Como en la historia al principio reseñada, el secretismo negociador que anima a los dirigentes socialistas y nacionalistas está en plena efervescencia. Unos y otros están inflamados por la ilusión de las bondadosas ventajas que obtendrán si no cejan en el empeño. Pero no quieren darse cuenta de que todos no pueden ganar: la nación española no puede sobrevivir a una federación de naciones, sencillamente porque en ese momento dejaría de existir España. Alguien con verdadera ascendencia sobre ellos tendría que decírselo, tanto a los aspirantes como a los que negocian por delegación. Es más que probable que termine por ocurrir lo de Arganda, que un mensajero entregue a unos u otros un ultimátum irrevocable. Los actuales demandadores de imaginaros reinos perdidos tienen los días contados; cada vez está más cerca el desenlace final, y son unos insensatos si creen que nadie se atreverá a impedírselo. Por mucho que los distintos pretendientes al trono (a los varios tronos) se esfuercen por acordar un nuevo orden hispánico, millones de españoles no están dispuestos a consentir que se desbarate su casa común para sustituirla por una federación de naciones.

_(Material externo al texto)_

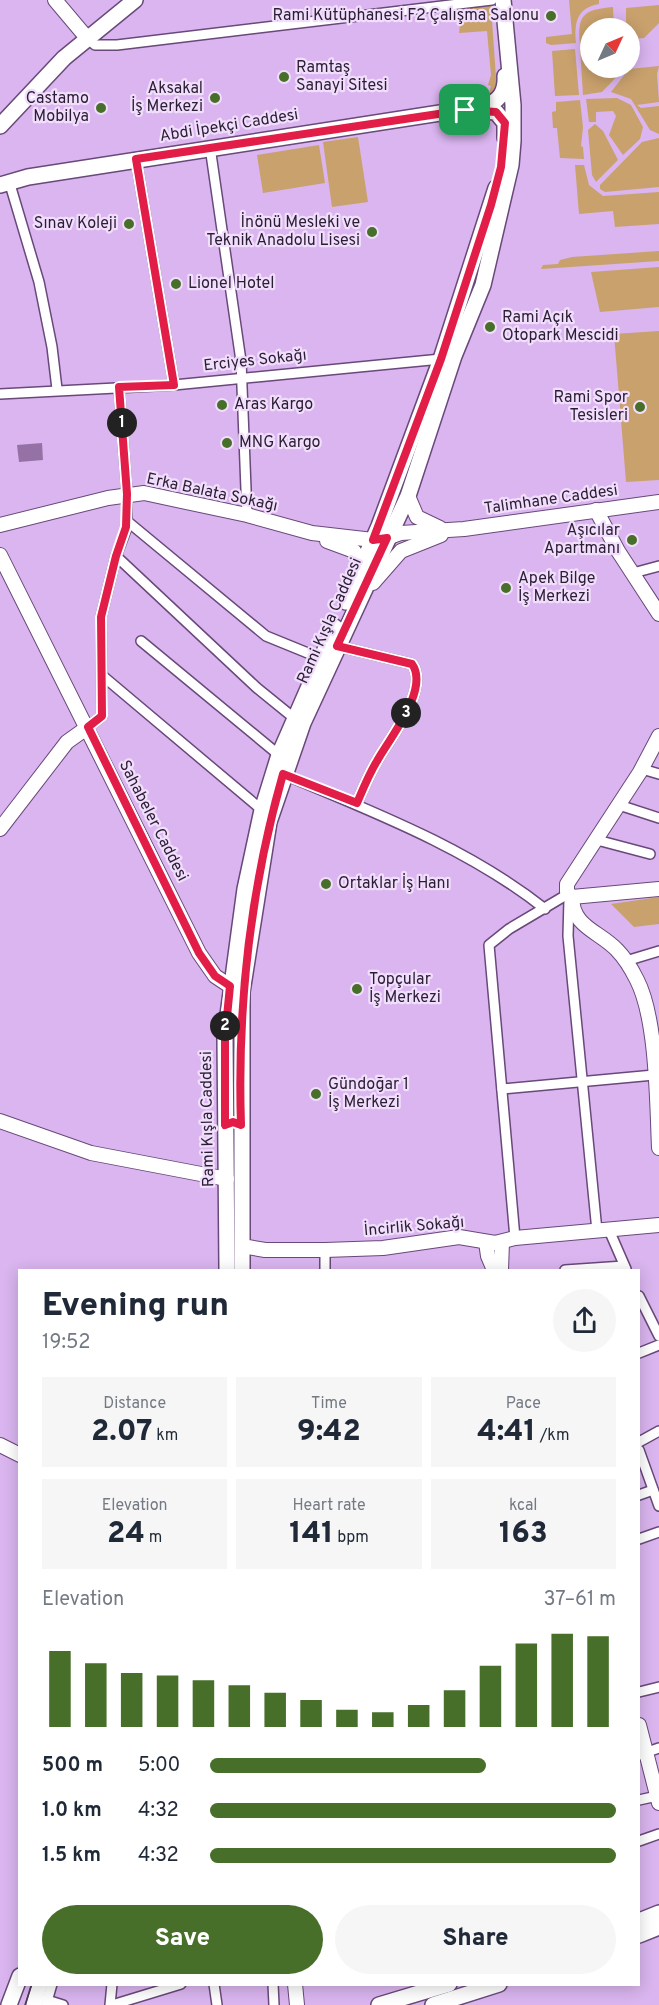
<!DOCTYPE html>
<meta charset="utf-8">
<style>
body{margin:0;font-family:Overpass,sans-serif;background:#f6f6f7;color:#1f2937;height:100vh;display:flex;flex-direction:column;font-size:22px;white-space:nowrap}
*{box-sizing:border-box;margin:0}
p{font-size:20px;color:#747a83}
.icon{flex:none;width:33px;height:33px;fill:none;stroke:currentColor;stroke-width:2;stroke-linecap:round;stroke-linejoin:round}
.map{position:relative;flex:1;overflow:hidden}
.details{position:absolute;left:18px;top:1269px;width:622px;height:717px;display:flex;flex-direction:column;background:#fff;border-radius:0px;box-shadow:0 3px 15px #0003}
.details>*{flex:none}
.needle{width:39px;rotate:46deg}
.fabs{position:absolute;left:580px;top:18px;display:grid;gap:12px}
.fabs a{display:grid;place-items:center;width:60px;height:60px;border-radius:50%;background:#fff;box-shadow:0 3px 15px #0003;font-size:30px}
.pin{position:absolute;display:grid;place-items:center;width:51px;height:51px;color:#fff;margin:-26px;border-radius:12px;box-shadow:0 3px 9px #0006}
.km{position:absolute;width:30px;height:30px;margin:-15px;border-radius:50%;background:#222;color:#fff;font-size:16px;line-height:30px;text-align:center}
.round{display:grid;place-items:center;flex:none;width:63px;height:63px;border-radius:32px;background:#f6f6f7}
.head{display:flex;align-items:center;justify-content:space-between;height:102px;padding:0 24px}
h1{font-size:33px;font-weight:800;line-height:45px}
.metrics{display:grid;grid-template-columns:repeat(3,1fr);gap:9px;height:102px;padding:6px 24px}
.metrics div{display:grid;align-content:center;border-radius:0px;background:#f6f6f7;text-align:center}
.metrics b{font-size:30px;font-weight:800}
.metrics small{font-size:16px;font-weight:400}
.metrics p{font-size:16px}
.chart{height:168px;padding:12px 24px}
.chart p{display:flex;justify-content:space-between}
.chart svg{width:100%;height:108px;margin-top:6px;stroke:#486f2a;stroke-width:6}
.primary-button{display:flex;gap:12px;margin-top:auto;padding:12px 24px}
.primary-button a{flex:1;height:69px;border-radius:36px;background:#486f2a;color:#fff;font-size:24px;font-weight:800;line-height:69px;text-align:center}
.primary-button a+a{background:#f6f6f7;color:#1f2937}
ul{padding:0 24px;list-style:none;font-size:20px}
li{display:grid;grid-template-columns:96px 72px 1fr;align-items:center;height:45px}
li i{height:15px;border-radius:8px;background:#486f2a}
.map>svg:first-child{display:block}
.green{fill:#c9a16d}
.water{fill:#9472a6}
.lines{fill:none;stroke-linecap:round;stroke-linejoin:round}
.street-casing{stroke:#69487a;stroke-width:12}
.secondary-casing{stroke:#69487a;stroke-width:16}
.primary-casing{stroke:#69487a;stroke-width:18}
.street{stroke:#fff;stroke-width:9}
.secondary{stroke:#fff;stroke-width:14}
.primary{stroke:#fff;stroke-width:15}
.tram{stroke:#4d3b57;stroke-width:1.5}
.route-casing{stroke:#fff;stroke-width:12}
.route{stroke:#e11d48;stroke-width:8}
.poi-dot{fill:#486f2a;stroke:#f1defc;stroke-width:2}
.labels{text-anchor:middle;dominant-baseline:central;stroke-width:4.5;stroke-linejoin:round;paint-order:stroke}
.poi-label{font-size:16px;fill:#2b1d33;stroke:#f1defc;text-anchor:start}
.street-label{font-size:16px;fill:#2b1d33;stroke:#f1defc}
</style>
<div class="map">
<svg width="659" height="2005" viewBox="0 0 659 2005">
<rect width="100%" height="100%" fill="#dab5ef"/>
<g class="green">
<path d="M569,0H599V4C577,8 574,22 576,43L551,45L546,43V37L572,34Z"/>
<path d="M659,5V23L644,38L630,39V28H626V8Z"/>
<path d="M491,6L497,92L493,99L468,106V100L480,94L488,96L491,86L488,85L491,75L487,31L459,33L462,8Z"/>
<path d="M613,7L614,28H591V43L580,44C577,14 584,10 613,7Z"/>
<path d="M591,47V68H625L602,92L583,95L580,48Z"/>
<path d="M575,49L579,95L555,96L552,51Z"/>
<path d="M659,66L657,74L659,102L637,105L641,108L659,106V134L650,130L631,99L611,92L629,69Z"/>
<path d="M617,98L631,105L643,127L640,139L623,155L609,135L616,116L613,111L596,112V122H589L586,99Z"/>
<path d="M580,100L583,127L581,146L583,147L584,159L560,158L557,128H553L552,112L556,111V102Z"/>
<path d="M595,124L603,131L618,160L596,182L592,175L588,130Z"/>
<path d="M358,137L368,202L332,207L323,142Z"/>
<path d="M659,138V187L605,192L600,189V185L642,142Z"/>
<path d="M319,145L325,183L263,193L257,155Z"/>
<path d="M575,165H584L589,185L603,196L659,192V224L615,227L613,211L579,214Z"/>
<path d="M659,251V261L541,269L543,265L558,264L560,260L572,257Z"/>
<path d="M659,267V307L600,312L591,272Z"/>
<path d="M659,331V480L626,482L614,334Z"/>
<path d="M659,897V924L634,927L611,904Z"/>
</g>
<path class="water" d="M42,443L43,460L19,462L17,445Z"/>
<g class="lines">
<defs>
<g id="street">
<path d="M87,38L95,45H117L492,0"/>
<path d="M210,147L241,361L247,515"/>
<path d="M136,159L174,385"/>
<path d="M9,181L39,282L52,347L57,389"/>
<path d="M0,394L174,385L441,359"/>
<path d="M127,521L266,636L320,658"/>
<path d="M116,556L257,688L294,718"/>
<path d="M633,573L659,566"/>
<path d="M141,641L279,755"/>
<path d="M337,646L412,664C430,689 389,739 377,761C369,774 363,789 357,803"/>
<path d="M104,677L262,810"/>
<path d="M88,727L102,716L101,617L116,556L127,527V494L119,387"/>
<path d="M642,769L659,774"/>
<path d="M283,774C373,812 468,848 545,909"/>
<path d="M619,805L659,818"/>
<path d="M597,840L650,854"/>
<path d="M569,899L568,936L597,1231"/>
<path d="M626,961L659,951"/>
<path d="M502,1089L654,1075"/>
<path d="M609,1230L626,1269"/>
<path d="M515,1238L489,945L509,929L568,894"/>
<path d="M325,1270V1250"/>
<path d="M565,1270L624,1266"/>
<path d="M639,1296L659,1336"/>
<path d="M639,1353L659,1345"/>
<path d="M639,1442L659,1431"/>
<path d="M639,1450L659,1506"/>
<path d="M639,1495L653,1490"/>
<path d="M639,1539L659,1532"/>
<path d="M639,1692L659,1687"/>
<path d="M639,1755L659,1748"/>
<path d="M639,1800L657,1796"/>
<path d="M639,1841L659,1834"/>
<path d="M214,1984L217,2005"/>
<path d="M273,1984L274,2005"/>
<path d="M47,2000L63,2005"/>
<path d="M46,2005L52,1984"/>
<path d="M110,2005L112,1984"/>
<path d="M112,2005L181,1984"/>
</g>
<g id="secondary">
<path d="M55,0L87,38"/>
<path d="M408,496L417,517L440,528"/>
<path d="M596,510L618,551L659,614"/>
<path d="M0,525L108,498L144,493L247,515L312,533L373,540"/>
<path d="M387,538L401,533L464,529L659,502"/>
<path d="M327,541L354,551L362,565"/>
<path d="M0,555L199,953L215,976L230,986"/>
<path d="M373,583L401,551L441,535"/>
<path d="M0,829L67,742L88,727"/>
<path d="M572,897C572,927 599,931 617,950C625,958 632,970 637,980C657,1019 657,1103 659,1148"/>
<path d="M572,897L567,892V884L640,772L659,736"/>
<path d="M572,897L659,889"/>
<path d="M0,1121L91,1153L227,1179"/>
<path d="M486,1242L488,1256L494,1270"/>
<path d="M242,1246L265,1250H325L383,1248L459,1237L495,1243L515,1238L659,1225"/>
<path d="M501,1270L502,1242"/>
<path d="M0,1445L20,1455"/>
<path d="M639,1725L659,1803"/>
<path d="M295,1984L297,2005"/>
</g>
<g id="primary">
<path d="M465,110L496,112L505,123V138"/>
<path d="M0,126L64,58L135,0"/>
<path d="M0,185L28,177L485,106C500,101 506,91 505,76"/>
<path d="M346,602L379,526L441,359L496,188"/>
<path d="M227,1270L225,1037L245,889L262,810L279,755L335,627"/>
<path d="M242,1270V992L269,822L303,723L408,496L454,356L483,285L511,165L513,141V105L503,0"/>
<path d="M639,1921L659,1913"/>
<path d="M639,1935L659,1927"/>
<path d="M9,2005L20,1976"/>
<path d="M34,2005L40,1984"/>
<path d="M379,2005L449,1984"/>
<path d="M433,2005L499,1984"/>
</g>
</defs>
<use href="#street" class="street-casing"/>
<use href="#secondary" class="secondary-casing"/>
<use href="#primary" class="primary-casing"/>
<use href="#street" class="street"/>
<use href="#secondary" class="secondary"/>
<use href="#primary" class="primary"/>
<path class="tram" d="M25,2005L32,1984"/>
</g>
<g class="lines">
<defs>
<path id="route" d="M465,110L496,112L505,123L501,167L491,205L441,359L373,540L387,538L337,646L412,664C430,689 389,739 377,761C369,774 363,789 357,803L283,774C250,890 237,1005 241,1125L233,1122L225,1125V1037L230,986L215,976L199,953L88,727L102,716L101,617L116,556L126,527L127,494L119,387L174,385L136,159Z"/>
</defs>
<use href="#route" class="route-casing"/>
<use href="#route" class="route"/>
</g>
<g class="poi-dot">
<circle cx="551" cy="16" r="6"/>
<circle cx="284" cy="77" r="6"/>
<circle cx="215" cy="98" r="6"/>
<circle cx="101" cy="108" r="6"/>
<circle cx="129" cy="224" r="6"/>
<circle cx="372" cy="232" r="6"/>
<circle cx="176" cy="284" r="6"/>
<circle cx="490" cy="327" r="6"/>
<circle cx="222" cy="405" r="6"/>
<circle cx="640" cy="407" r="6"/>
<circle cx="227" cy="443" r="6"/>
<circle cx="632" cy="540" r="6"/>
<circle cx="506" cy="588" r="6"/>
<circle cx="326" cy="884" r="6"/>
<circle cx="357" cy="989" r="6"/>
<circle cx="316" cy="1094" r="6"/>
</g>
<g class="labels">
<g class="poi-label">
<text x="539" y="16" text-anchor="end">Rami Kütüphanesi F2 Çalışma Salonu</text>
<text x="296" y="68">Ramtaş<tspan x="296" dy="18">Sanayi Sitesi</tspan></text>
<text x="203" y="89" text-anchor="end">Aksakal<tspan x="203" dy="18">İş Merkezi</tspan></text>
<text x="89" y="99" text-anchor="end">Castamo<tspan x="89" dy="18">Mobilya</tspan></text>
<text x="360" y="223" text-anchor="end">İnönü Mesleki ve<tspan x="360" dy="18">Teknik Anadolu Lisesi</tspan></text>
<text x="117" y="224" text-anchor="end">Sınav Koleji</text>
<text x="188" y="284">Lionel Hotel</text>
<text x="502" y="318">Rami Açık<tspan x="502" dy="18">Otopark Mescidi</tspan></text>
<text x="628" y="398" text-anchor="end">Rami Spor<tspan x="628" dy="18">Tesisleri</tspan></text>
<text x="234" y="405">Aras Kargo</text>
<text x="239" y="443">MNG Kargo</text>
<text x="620" y="531" text-anchor="end">Aşıcılar<tspan x="620" dy="18">Apartmanı</tspan></text>
<text x="518" y="579">Apek Bilge<tspan x="518" dy="18">İş Merkezi</tspan></text>
<text x="338" y="884">Ortaklar İş Hanı</text>
<text x="369" y="980">Topçular<tspan x="369" dy="18">İş Merkezi</tspan></text>
<text x="328" y="1085">Gündoğar 1<tspan x="328" dy="18">İş Merkezi</tspan></text>
</g>
<g class="street-label">
<text transform="translate(229 126) rotate(-9)">Abdi İpekçi Caddesi</text>
<text transform="translate(255 361) rotate(-6)">Erciyes Sokağı</text>
<text transform="translate(212 493) rotate(12)">Erka Balata Sokağı</text>
<text transform="translate(551 500) rotate(-8)">Talimhane Caddesi</text>
<text transform="translate(330 621) rotate(-66)">Rami Kışla Caddesi</text>
<text transform="translate(153 821) rotate(63)">Sahabeler Caddesi</text>
<text transform="translate(208 1119) rotate(-91)">Rami Kışla Caddesi</text>
<text transform="translate(414 1227) rotate(-5)">İncirlik Sokağı</text>
</g>
</g>
</svg>
<div class="fabs">
<a><svg class="needle" viewBox="-14 -14 28 28"><path d="M0-13l5 13h-10z" fill="#e53935"/><path d="M0 13l5-13h-10z" fill="#747a83"/></svg></a>
</div>
<div class="pin" style="left:465px;top:110px;background:#1e9e55"><svg class="icon" aria-label="arrive" viewBox="0 0 24 24"><path d="M6 21V4h12l-3 4 3 4H6"/></svg></div>
<b class="km" style="left:122px;top:423px">1</b>
<b class="km" style="left:225px;top:1026px">2</b>
<b class="km" style="left:406px;top:713px">3</b>
<section class="details">
<div class="head"><div><h1>Evening run</h1><p>19:52</p></div><a class="round"><svg class="icon" aria-label="share" viewBox="0 0 24 24"><path d="M12 15V3M7 8l5-5 5 5M5 13v7h14v-7"/></svg></a></div>
<div class="metrics">
<div><p>Distance</p><b>2.07<small> km</small></b></div>
<div><p>Time</p><b>9:42</b></div>
<div><p>Pace</p><b>4:41<small> /km</small></b></div>
</div>
<div class="metrics">
<div><p>Elevation</p><b>24<small> m</small></b></div>
<div><p>Heart rate</p><b>141<small> bpm</small></b></div>
<div><p>kcal</p><b>163</b></div>
</div>
<div class="chart"><p><span>Elevation</span>37–61 m</p>
<svg viewBox="0 0 160 44" preserveAspectRatio="none"><path d="M5 44V13M15 44V18M25 44V22M35 44V23M45 44V25M55 44V27M65 44V30M75 44V33M85 44V37M95 44V38M105 44V35M115 44V29M125 44V19M135 44V10M145 44V6M155 44V7"/></svg>
</div>
<ul>
<li><b>500 m</b>5:00<i style="width:68%"></i></li>
<li><b>1.0 km</b>4:32<i style="width:100%"></i></li>
<li><b>1.5 km</b>4:32<i style="width:100%"></i></li>
</ul>
<div class="primary-button"><a>Save</a><a>Share</a></div>
</section>
</div>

En aquel tiempo de la primera guerra carlista la ominosa negociación tuvo lugar por la debilidad institucional del gobierno liberal, originada por las rivalidades de los progresistas, que puso en un brete la causa isabelina. Pero, al fin, la emergencia de un brazo firme y con prestigio, como fuera el del héroe de Luchana, Baldomero Espartero, terminó por imponer el espíritu de moderación y mesura que abrió el camino a la victoria contra la facción absolutista. Aquí y ahora lo que está en juego no es ninguna rivalidad de pretendientes al Trono, sino la integridad misma de España, ¡ahí es nada! Por fortuna, la soberanía popular es la que tiene la última palabra, y desde el Jefe del Estado, pasando por las demás instituciones del Estado, hasta los representantes de los ciudadanos no les queda más remedio que guardar y hacer guardar la Constitución y el cómputo de leyes derivadas de la Carta Magna. Las negociaciones subrepticias pueden ser la tumba política para los falsos pretendientes y para los falsos negociadores.